• [WHAT THE TASK REQUIRES] Lines from the start of the data through the line containing "Please mark all" must be given again exactly. Leave the others out.

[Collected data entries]
■ ■ ■ ■ ■ ■ ■

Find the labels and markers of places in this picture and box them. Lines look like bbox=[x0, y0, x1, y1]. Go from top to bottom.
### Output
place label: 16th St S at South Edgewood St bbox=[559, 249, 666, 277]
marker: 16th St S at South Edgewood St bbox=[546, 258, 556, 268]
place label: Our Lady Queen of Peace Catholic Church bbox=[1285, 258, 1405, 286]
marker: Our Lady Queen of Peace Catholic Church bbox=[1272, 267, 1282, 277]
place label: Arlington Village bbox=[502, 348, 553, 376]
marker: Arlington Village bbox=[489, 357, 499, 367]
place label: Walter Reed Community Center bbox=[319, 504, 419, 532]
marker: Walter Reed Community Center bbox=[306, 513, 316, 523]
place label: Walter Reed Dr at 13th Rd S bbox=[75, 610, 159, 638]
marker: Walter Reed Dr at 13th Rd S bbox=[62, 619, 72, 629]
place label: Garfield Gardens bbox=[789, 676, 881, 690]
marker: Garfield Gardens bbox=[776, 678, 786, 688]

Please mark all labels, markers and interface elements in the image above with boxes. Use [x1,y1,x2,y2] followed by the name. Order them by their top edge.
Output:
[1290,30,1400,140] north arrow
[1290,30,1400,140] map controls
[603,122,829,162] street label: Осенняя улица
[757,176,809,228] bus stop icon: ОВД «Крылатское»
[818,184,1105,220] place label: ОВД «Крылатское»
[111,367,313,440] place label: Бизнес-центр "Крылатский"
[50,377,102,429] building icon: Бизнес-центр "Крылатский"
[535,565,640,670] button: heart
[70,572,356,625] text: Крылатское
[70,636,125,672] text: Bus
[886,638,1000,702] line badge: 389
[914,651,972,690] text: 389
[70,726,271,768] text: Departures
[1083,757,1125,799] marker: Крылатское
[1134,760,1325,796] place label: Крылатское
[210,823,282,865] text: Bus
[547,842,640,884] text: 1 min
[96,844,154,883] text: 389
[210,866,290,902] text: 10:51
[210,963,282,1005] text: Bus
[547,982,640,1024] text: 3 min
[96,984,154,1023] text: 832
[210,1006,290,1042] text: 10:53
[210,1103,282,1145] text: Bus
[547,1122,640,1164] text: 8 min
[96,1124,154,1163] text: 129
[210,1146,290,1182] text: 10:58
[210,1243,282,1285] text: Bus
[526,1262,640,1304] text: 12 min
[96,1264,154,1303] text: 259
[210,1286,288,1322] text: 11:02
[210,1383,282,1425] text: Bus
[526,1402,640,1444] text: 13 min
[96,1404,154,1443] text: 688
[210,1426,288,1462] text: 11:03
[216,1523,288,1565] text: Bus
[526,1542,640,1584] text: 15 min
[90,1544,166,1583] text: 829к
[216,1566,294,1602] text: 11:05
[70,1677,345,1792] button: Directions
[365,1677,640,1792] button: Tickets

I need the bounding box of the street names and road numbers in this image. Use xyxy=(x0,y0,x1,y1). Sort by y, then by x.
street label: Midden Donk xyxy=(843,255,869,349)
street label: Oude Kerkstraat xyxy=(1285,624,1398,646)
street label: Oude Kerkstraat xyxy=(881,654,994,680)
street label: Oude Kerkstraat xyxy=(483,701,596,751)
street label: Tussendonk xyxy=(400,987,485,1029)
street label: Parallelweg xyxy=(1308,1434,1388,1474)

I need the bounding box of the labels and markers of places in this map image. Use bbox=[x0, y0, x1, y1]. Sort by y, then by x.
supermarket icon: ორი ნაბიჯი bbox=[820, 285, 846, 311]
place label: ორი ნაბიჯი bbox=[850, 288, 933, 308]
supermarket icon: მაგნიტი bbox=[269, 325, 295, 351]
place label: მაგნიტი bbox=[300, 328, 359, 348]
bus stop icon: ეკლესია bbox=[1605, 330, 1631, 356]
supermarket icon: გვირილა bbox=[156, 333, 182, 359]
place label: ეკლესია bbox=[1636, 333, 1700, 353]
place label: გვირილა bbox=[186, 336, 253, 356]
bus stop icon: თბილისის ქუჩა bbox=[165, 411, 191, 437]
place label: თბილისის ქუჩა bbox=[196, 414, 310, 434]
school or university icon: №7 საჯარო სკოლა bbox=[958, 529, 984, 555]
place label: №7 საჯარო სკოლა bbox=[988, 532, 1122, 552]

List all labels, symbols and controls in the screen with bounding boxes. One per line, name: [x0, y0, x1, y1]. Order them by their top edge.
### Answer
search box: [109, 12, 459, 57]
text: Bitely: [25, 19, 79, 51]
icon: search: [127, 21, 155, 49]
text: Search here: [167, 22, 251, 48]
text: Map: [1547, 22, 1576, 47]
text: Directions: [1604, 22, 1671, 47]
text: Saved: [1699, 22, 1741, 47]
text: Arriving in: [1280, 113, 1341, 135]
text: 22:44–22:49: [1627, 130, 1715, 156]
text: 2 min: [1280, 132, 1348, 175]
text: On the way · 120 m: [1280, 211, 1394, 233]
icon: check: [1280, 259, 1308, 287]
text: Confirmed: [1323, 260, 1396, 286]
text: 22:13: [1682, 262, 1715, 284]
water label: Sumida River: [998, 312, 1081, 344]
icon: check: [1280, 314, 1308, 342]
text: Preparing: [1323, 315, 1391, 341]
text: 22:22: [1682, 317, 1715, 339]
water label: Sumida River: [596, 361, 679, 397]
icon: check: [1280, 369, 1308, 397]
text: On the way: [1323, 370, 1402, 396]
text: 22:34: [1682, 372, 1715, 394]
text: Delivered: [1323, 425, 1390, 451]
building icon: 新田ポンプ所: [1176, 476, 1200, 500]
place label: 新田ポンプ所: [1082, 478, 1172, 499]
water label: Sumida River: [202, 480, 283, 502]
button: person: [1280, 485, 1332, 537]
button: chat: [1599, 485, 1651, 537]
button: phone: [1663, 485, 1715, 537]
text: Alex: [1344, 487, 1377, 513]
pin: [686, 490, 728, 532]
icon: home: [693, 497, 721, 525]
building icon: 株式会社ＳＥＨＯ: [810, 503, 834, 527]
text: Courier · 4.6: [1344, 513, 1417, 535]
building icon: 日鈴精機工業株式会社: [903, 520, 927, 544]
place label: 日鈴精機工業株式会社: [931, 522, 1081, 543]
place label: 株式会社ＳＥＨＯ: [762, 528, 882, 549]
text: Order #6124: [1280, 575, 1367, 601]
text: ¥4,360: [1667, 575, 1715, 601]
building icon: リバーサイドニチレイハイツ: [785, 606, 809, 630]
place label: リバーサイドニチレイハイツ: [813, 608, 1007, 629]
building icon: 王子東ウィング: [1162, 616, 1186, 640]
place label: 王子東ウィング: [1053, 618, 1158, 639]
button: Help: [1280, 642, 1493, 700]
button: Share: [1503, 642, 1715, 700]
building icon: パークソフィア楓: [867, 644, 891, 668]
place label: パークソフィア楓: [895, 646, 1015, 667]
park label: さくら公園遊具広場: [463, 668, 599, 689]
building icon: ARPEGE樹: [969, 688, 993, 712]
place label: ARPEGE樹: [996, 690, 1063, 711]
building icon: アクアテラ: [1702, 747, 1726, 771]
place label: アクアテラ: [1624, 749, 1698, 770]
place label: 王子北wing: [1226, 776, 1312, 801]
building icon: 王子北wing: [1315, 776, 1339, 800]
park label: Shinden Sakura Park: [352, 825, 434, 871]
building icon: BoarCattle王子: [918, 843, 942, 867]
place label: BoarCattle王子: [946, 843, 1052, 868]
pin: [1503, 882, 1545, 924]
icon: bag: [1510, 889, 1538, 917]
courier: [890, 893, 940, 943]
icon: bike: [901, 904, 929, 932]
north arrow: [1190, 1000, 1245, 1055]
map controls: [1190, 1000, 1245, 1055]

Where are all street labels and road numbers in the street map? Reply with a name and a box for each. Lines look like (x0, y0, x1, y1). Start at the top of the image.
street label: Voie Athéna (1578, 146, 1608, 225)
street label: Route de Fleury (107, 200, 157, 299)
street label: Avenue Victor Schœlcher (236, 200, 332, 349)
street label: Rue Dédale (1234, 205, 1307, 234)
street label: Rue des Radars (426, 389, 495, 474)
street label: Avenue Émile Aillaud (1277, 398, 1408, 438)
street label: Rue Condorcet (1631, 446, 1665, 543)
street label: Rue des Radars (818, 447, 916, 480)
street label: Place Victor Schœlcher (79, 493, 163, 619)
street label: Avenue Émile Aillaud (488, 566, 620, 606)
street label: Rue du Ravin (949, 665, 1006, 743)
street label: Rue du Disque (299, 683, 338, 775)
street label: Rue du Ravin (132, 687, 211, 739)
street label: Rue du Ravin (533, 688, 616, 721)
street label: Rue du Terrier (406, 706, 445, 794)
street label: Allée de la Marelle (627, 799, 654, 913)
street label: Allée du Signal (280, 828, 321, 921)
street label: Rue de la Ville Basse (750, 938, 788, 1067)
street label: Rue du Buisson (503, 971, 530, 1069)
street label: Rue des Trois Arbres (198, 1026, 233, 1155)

■ ■ ■ ■ ■ ■ ■

• [SOLUTION BELOW]
Find the labels and markers of places in this picture and box them. Lines look like bbox=[x0, y0, x1, y1]. Go from top to bottom.
### Output
place label: 16th St S at South Edgewood St bbox=[559, 249, 666, 277]
marker: 16th St S at South Edgewood St bbox=[546, 258, 556, 268]
place label: Our Lady Queen of Peace Catholic Church bbox=[1285, 258, 1405, 286]
marker: Our Lady Queen of Peace Catholic Church bbox=[1272, 267, 1282, 277]
place label: Arlington Village bbox=[502, 348, 553, 376]
marker: Arlington Village bbox=[489, 357, 499, 367]
place label: Walter Reed Community Center bbox=[319, 504, 419, 532]
marker: Walter Reed Community Center bbox=[306, 513, 316, 523]
place label: Walter Reed Dr at 13th Rd S bbox=[75, 610, 159, 638]
marker: Walter Reed Dr at 13th Rd S bbox=[62, 619, 72, 629]
place label: Garfield Gardens bbox=[789, 676, 881, 690]
marker: Garfield Gardens bbox=[776, 678, 786, 688]

Please mark all labels, markers and interface elements in the image above with boxes. Use [x1,y1,x2,y2] followed by the name. Order them by their top edge.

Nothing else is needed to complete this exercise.